The program is open to all ages and all Cowlitz-Wahkiakum residents. People can participate by Zoom Conferencing on their laptops, PC/Mac, or tablets. The library will offer technical assistance to get people set up.

The organizers plan to publish some of the writing on the library’s website and on the WordFest webpage at www.alan-rose.com, and to hold a special WordFest event where writers read their works before the public at a future time.  

All sessions are free and open to the public, but spaces are limited and pre-registration and an email address are required. You can register today by contacting Elizabeth Partridge at the Longview Public Library at her email, [email protected].

Note: WordFest gatherings have been temporarily suspended due to the COVID-19 pandemic.

WordFest suspended due to COVID-19

With the closing of Washington state’s schools and out of concern for people’s health and literary well-being, the monthly WordFest events will be suspended for the foreseeable future.

Updates and bookish news will be posted in the monthly newsletter. Click here to sign up for it.

Stay safe, healthy and well-read!

March WordFest: Stories of strong women in memoir and historical fiction

COVID-19 Notice: At the point when/if local schools are closed due to the coronavirus, we will also suspend WordFest events. I will alert the WF newsletter list. If you don’t currently receive the monthly newsletter, you can sign up for it here.

WordFest meets on Tuesday, March 10, 6:00-8:00 pm, at the Cassava Coffeehouse, 1333 Broadway in Longview.

Raised in rural Oregon in the 1960s, Jackie Shannon Hollis grew up playing “house” with baby dolls, riding horses, and tending to kittens and lambs on her family’s ranch. Other than her Aunt Lena, all of the women in Jackie’s life were mothers—of two, three, five, eight children. They cooked and baked, cleaned and washed, knitted and sewed, and they taught their daughters to do the same. Above all else, they were mothers. Jackie assumed she’d become a mother too. It’s what women did.

But in her late twenties, she found herself in love with a man who didn’t want children. She married him, certain she could be happy with a childless life. Then, only months into her marriage, she holds her sister’s baby girl and sinks deep into baby love and longing.

In her memoir This Particular Happiness:  A Childless Love Story, (Forest Avenue Press, 2019) Jackie explores the conflict at the heart of her marriage, examining her reasons for wanting a child and her husband’s reasons for not wanting one. Together, they navigate their shared future, a journey of love that follows the path from how we are raised to who we become.

Jackie Shannon Hollis is a writer, storyteller and speaker whose work has appeared in various literary magazines, including The Sun, Rosebud, Inkwell, High Desert Journal, VoiceCatcher, Nailed, and Slice Magazine.  Jackie and her husband, Bill, lead workshops on communication, conflict management, and building successful relationships. A childless woman surrounded by children (with over forty nieces and nephews and grand nieces and nephews), Jackie believes we all have an important role in supporting the children in our lives.

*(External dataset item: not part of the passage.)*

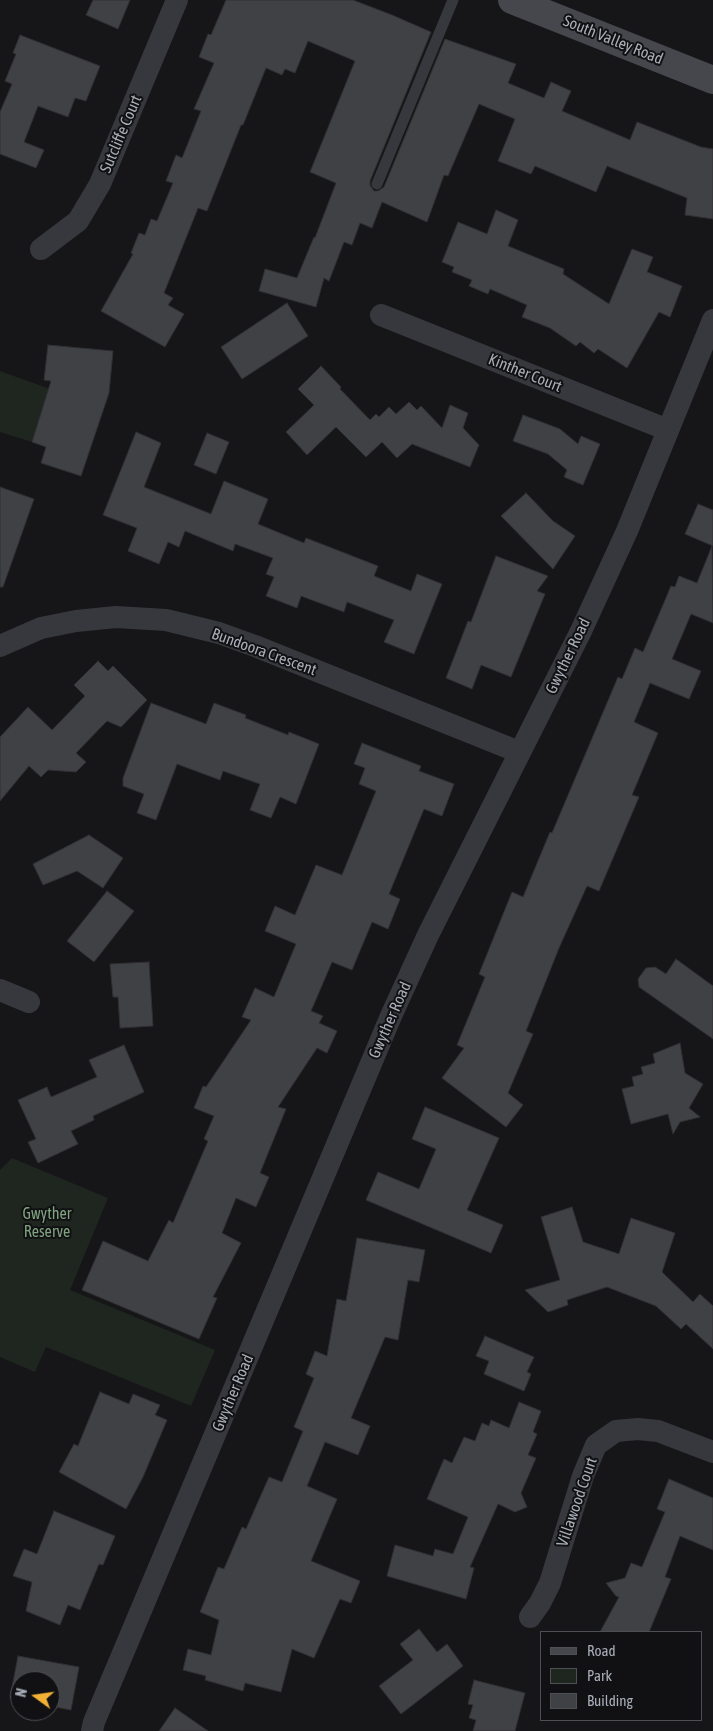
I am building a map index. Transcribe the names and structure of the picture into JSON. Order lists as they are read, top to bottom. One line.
{"streets":{"main road":["South Valley Road"],"street":["Sutcliffe Court","Kinther Court","Bundoora Crescent","Gwyther Road","Villawood Court"]},"crossings":[["Kinther Court","Gwyther Road"],["Bundoora Crescent","Gwyther Road"]],"parks":["Gwyther Reserve"],"legend":["Road","Park","Building"],"north":"left"}
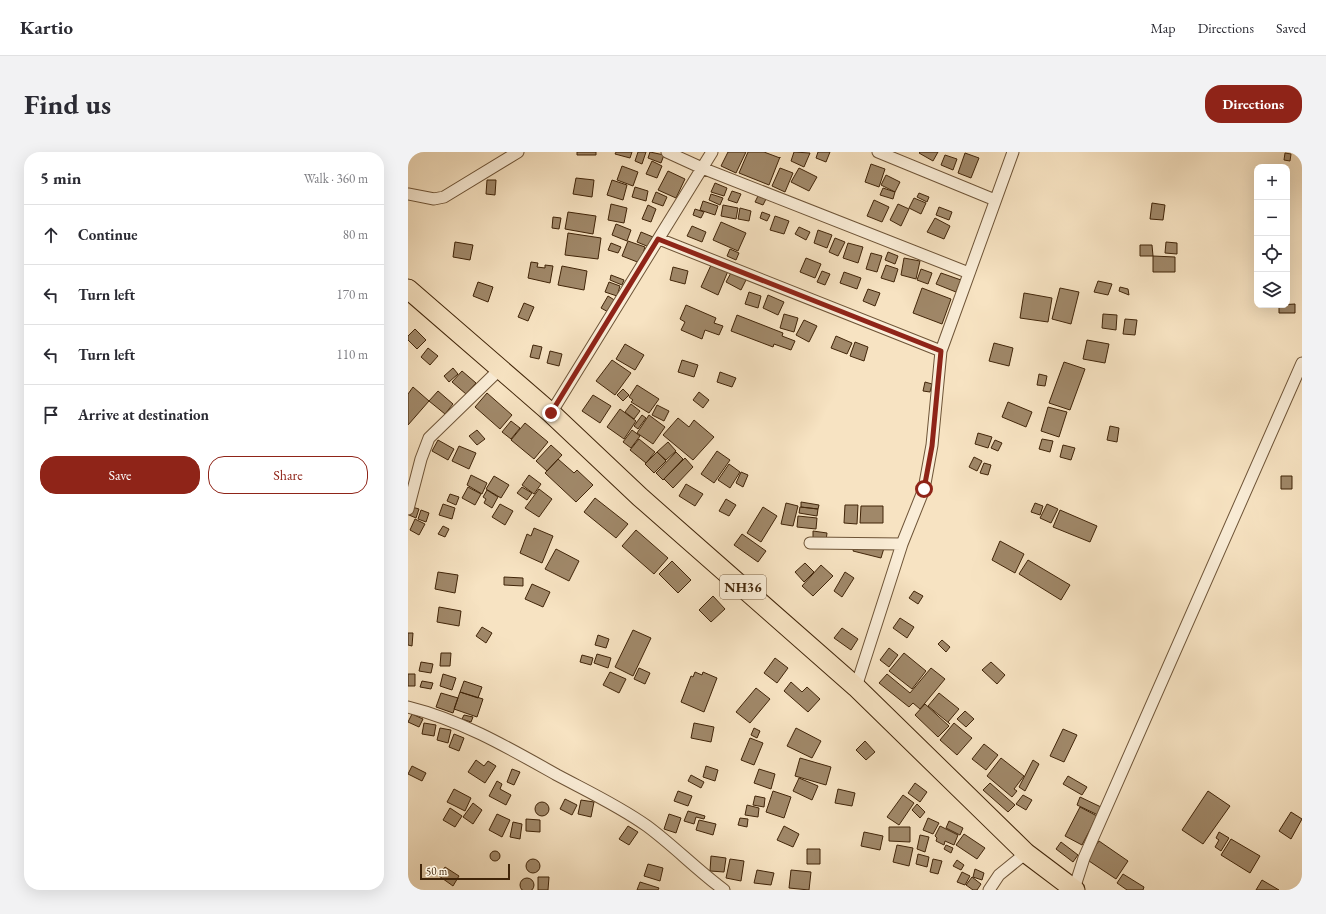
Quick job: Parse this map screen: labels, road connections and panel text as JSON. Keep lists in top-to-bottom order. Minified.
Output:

Elaine Cockrell will be reading from her second historical fiction novel, Broken Promises, the story of an orphaned child from the Depression through World War II and into the early 1950s. It begins in Alberta, Canada, when four-year-old Maida and her two-year-old sister Peg are sent to Eastern Oregon to live with the Ward family. Her father promises Maida he will come to get her as soon as he can find work. In the meantime, he agrees to send the Wards money for his daughters’ care. When both promises are broken, Maida and Peg are separated from each other as the young girls are given away to anyone who will take them.

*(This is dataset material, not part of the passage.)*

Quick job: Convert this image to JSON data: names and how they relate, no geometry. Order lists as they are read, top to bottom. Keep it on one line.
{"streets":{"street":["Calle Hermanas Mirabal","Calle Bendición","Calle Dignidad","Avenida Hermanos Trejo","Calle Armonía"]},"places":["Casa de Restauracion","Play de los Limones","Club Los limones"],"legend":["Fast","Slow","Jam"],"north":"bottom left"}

A retired schoolteacher and administrator for the Kelso School District, Elaine has published a family history and written several professional articles about methods of teaching reading and writing at the middle school level.

There will be an open mic period following the presentations.

The monthly gathering of readers and writers meets the second Tuesday of each month, 6:00-8:00 PM, at Cassava. The events are free and open to the public.

Cassava offers a dinner menu for those who wish to enjoy a meal with the readings, as well as local wines and brews.